Canada’s Penn West to cut workforce 35 percent, slash spending

HOUSTON — Canadian oil and gas producer Penn West Petroleum said Tuesday it is planning by the end of the year to cut 400 employees and contractors, around 35 percent of its workforce, suspend its dividend and cut costs in an effort to support its balance sheet amid low oil prices.

The layoffs, which will largely affect the company’s main office in Calgary, will save Penn West about $45 million annually, and most of the cuts are effective immediately. This will add to the 176,000 oil workers laid off around the globe in the past several months, according to energy recruiter Swift Worldwide Resources.

“We have made a number of exceptionally difficult decisions in order to remain competitive in the current commodity price environment,” Penn West President and CEO Dave Roberts said in a written statement. “We view the cost reductions as sustainable and we will remain well positioned for the potential expansion of development activities and capital programs in the future.”

Penn West, which drills light oil reservoirs in the Viking and Cardium formations in Alberta, Canada, said it will reduce its capital spending budget to stay within the amount of cash it brings in from drilling for oil and gas, having identified $75 million in investments it will defer. Its capital spending will come it at $500 million this year, down 40 percent from the amount it initially planned to spend when it made its budget last November.

The company also said it will stop paying its investors a quarterly dividend after its October payment of 1 cent a share. That will save it $20 million annually. The firm’s board of directors will also take a cut in compensation, as its board chair’s annual retainer will be cut in half and other directors will have retainers reduced by 40 percent.

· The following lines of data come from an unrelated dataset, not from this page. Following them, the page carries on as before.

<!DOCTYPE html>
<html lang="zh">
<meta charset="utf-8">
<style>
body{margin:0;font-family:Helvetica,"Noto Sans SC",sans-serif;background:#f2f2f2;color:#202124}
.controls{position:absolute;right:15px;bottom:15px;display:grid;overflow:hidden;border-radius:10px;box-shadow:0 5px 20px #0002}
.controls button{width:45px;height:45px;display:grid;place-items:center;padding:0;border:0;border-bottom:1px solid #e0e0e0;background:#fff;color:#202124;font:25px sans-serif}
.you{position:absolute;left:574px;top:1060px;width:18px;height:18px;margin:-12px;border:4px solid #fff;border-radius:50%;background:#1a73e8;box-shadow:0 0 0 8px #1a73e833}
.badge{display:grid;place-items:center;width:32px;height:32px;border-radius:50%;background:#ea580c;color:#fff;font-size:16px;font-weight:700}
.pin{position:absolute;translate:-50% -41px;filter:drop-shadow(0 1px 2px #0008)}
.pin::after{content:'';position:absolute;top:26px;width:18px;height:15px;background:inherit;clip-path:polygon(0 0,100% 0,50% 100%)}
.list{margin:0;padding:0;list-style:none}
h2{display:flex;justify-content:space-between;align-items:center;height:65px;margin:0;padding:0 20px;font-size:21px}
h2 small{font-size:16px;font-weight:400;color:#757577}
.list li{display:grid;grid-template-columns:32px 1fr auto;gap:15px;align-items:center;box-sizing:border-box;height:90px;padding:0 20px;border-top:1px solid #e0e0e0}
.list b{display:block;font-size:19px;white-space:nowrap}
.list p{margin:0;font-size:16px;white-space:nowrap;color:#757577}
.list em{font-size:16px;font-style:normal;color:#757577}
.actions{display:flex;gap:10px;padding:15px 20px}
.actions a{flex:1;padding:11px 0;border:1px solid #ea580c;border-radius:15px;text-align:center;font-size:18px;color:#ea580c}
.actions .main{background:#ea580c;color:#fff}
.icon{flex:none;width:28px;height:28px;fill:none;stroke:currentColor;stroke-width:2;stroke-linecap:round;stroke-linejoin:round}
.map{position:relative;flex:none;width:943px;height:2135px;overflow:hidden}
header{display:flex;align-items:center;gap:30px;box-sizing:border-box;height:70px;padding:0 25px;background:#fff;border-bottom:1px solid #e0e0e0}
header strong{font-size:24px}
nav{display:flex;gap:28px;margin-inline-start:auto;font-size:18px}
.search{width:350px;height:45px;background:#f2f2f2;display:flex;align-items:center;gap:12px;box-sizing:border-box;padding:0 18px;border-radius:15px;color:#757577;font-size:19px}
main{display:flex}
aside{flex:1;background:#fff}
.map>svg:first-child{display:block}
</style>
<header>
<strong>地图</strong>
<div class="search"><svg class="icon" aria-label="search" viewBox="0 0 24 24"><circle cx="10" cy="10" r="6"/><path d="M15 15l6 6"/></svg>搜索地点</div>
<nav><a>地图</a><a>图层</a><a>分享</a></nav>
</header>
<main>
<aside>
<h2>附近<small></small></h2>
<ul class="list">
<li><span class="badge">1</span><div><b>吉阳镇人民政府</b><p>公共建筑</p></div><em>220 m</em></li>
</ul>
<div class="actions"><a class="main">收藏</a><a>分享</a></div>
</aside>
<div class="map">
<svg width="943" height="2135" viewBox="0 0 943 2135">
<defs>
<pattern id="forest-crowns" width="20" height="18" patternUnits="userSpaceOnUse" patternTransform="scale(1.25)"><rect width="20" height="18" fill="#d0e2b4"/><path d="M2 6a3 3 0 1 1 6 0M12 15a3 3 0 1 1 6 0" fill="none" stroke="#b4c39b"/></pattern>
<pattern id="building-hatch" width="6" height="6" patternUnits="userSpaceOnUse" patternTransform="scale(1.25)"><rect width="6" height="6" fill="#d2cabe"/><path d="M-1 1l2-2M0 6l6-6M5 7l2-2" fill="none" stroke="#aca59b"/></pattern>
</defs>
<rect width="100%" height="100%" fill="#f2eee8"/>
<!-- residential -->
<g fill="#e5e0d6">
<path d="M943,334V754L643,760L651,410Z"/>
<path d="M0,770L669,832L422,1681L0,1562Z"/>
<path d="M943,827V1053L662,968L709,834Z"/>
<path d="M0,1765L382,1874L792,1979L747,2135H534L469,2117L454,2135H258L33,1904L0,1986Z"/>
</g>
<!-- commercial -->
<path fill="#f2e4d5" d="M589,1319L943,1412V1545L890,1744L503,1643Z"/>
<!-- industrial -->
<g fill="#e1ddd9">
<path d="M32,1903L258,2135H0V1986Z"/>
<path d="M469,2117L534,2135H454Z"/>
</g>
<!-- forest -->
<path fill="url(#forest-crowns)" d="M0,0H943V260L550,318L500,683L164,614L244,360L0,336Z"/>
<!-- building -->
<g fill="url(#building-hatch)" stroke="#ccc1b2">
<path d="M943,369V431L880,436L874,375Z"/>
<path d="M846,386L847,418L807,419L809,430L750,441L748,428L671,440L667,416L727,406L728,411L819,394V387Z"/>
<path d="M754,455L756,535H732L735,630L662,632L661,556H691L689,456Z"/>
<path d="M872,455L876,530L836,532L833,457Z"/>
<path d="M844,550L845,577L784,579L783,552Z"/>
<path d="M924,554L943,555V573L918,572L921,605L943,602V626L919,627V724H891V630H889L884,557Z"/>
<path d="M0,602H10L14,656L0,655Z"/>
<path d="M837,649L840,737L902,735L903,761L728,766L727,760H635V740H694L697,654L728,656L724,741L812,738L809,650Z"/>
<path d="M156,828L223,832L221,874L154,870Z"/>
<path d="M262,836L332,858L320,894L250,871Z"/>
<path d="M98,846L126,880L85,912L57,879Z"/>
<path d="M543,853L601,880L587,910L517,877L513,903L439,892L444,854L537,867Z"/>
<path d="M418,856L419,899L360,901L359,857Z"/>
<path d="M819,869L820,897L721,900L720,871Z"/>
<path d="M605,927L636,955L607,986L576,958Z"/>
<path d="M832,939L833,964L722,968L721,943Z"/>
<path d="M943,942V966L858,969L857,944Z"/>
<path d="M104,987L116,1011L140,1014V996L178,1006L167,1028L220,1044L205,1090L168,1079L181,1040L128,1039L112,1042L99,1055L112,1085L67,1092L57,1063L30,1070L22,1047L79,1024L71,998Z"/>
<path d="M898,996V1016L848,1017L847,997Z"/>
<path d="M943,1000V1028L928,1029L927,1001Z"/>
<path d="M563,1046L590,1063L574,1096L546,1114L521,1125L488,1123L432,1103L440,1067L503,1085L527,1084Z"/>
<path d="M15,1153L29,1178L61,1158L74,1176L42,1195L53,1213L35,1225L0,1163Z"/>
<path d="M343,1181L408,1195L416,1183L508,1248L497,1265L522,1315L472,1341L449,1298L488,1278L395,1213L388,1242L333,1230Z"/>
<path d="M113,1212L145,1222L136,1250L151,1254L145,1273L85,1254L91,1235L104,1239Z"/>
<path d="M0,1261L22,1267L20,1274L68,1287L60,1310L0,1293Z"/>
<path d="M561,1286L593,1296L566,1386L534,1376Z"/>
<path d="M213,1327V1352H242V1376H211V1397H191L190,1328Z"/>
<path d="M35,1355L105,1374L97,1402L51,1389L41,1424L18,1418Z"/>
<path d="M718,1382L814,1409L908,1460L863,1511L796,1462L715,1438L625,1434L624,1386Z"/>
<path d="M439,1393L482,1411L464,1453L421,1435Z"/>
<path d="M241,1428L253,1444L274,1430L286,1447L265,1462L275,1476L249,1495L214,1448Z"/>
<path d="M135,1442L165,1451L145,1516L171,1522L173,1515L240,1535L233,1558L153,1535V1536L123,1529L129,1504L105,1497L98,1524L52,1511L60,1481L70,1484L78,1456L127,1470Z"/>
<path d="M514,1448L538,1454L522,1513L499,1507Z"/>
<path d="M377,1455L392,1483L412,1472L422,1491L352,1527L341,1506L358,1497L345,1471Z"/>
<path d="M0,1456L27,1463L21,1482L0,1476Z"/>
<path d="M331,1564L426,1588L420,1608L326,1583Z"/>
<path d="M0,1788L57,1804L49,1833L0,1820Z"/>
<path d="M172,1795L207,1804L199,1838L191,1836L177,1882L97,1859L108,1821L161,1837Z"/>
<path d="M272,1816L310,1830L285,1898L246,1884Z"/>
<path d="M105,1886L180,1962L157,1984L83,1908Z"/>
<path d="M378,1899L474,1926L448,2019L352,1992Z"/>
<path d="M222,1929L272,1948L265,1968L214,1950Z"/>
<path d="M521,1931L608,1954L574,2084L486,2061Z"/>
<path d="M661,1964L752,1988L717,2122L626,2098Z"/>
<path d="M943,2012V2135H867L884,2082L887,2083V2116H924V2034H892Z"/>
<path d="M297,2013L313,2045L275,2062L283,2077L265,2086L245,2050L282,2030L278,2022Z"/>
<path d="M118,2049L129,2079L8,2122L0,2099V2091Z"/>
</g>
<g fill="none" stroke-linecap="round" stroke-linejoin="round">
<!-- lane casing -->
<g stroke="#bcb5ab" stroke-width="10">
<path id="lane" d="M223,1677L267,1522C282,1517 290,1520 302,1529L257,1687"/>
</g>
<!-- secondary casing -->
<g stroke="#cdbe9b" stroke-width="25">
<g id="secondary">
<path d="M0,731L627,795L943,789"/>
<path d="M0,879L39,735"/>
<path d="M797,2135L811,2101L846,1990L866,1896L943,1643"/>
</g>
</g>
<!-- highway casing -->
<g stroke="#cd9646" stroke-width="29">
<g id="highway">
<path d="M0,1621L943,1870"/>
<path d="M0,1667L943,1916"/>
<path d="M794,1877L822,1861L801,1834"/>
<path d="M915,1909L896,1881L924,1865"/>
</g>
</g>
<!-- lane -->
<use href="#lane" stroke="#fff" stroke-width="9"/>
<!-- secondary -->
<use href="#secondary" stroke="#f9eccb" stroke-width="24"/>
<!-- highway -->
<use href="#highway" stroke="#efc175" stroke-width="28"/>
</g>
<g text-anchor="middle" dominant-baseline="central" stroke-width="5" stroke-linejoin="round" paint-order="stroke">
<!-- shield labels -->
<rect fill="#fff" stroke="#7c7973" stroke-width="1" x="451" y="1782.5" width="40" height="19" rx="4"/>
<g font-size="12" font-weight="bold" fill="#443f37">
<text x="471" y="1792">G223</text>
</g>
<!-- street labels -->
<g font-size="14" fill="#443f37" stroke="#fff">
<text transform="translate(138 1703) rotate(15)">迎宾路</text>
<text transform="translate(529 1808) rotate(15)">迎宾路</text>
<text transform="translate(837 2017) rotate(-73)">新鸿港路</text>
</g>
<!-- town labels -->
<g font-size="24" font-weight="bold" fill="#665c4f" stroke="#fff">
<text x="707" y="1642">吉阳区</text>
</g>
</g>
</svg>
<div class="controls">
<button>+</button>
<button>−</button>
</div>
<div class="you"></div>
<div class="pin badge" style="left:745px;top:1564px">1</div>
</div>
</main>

The company’s sale of $1.5 billion in oil and gas assets over the last two years has allowed it to cut its debt by one third. And it has cut those costs 20 percent in that time, and since last summer, its drilling costs at its main properties have come down 20 percent to 30 percent as oil field service companies cut prices for services and equipment. Further asset sales will help reduce its overhead costs by another 15 percent to 30 percent, it said.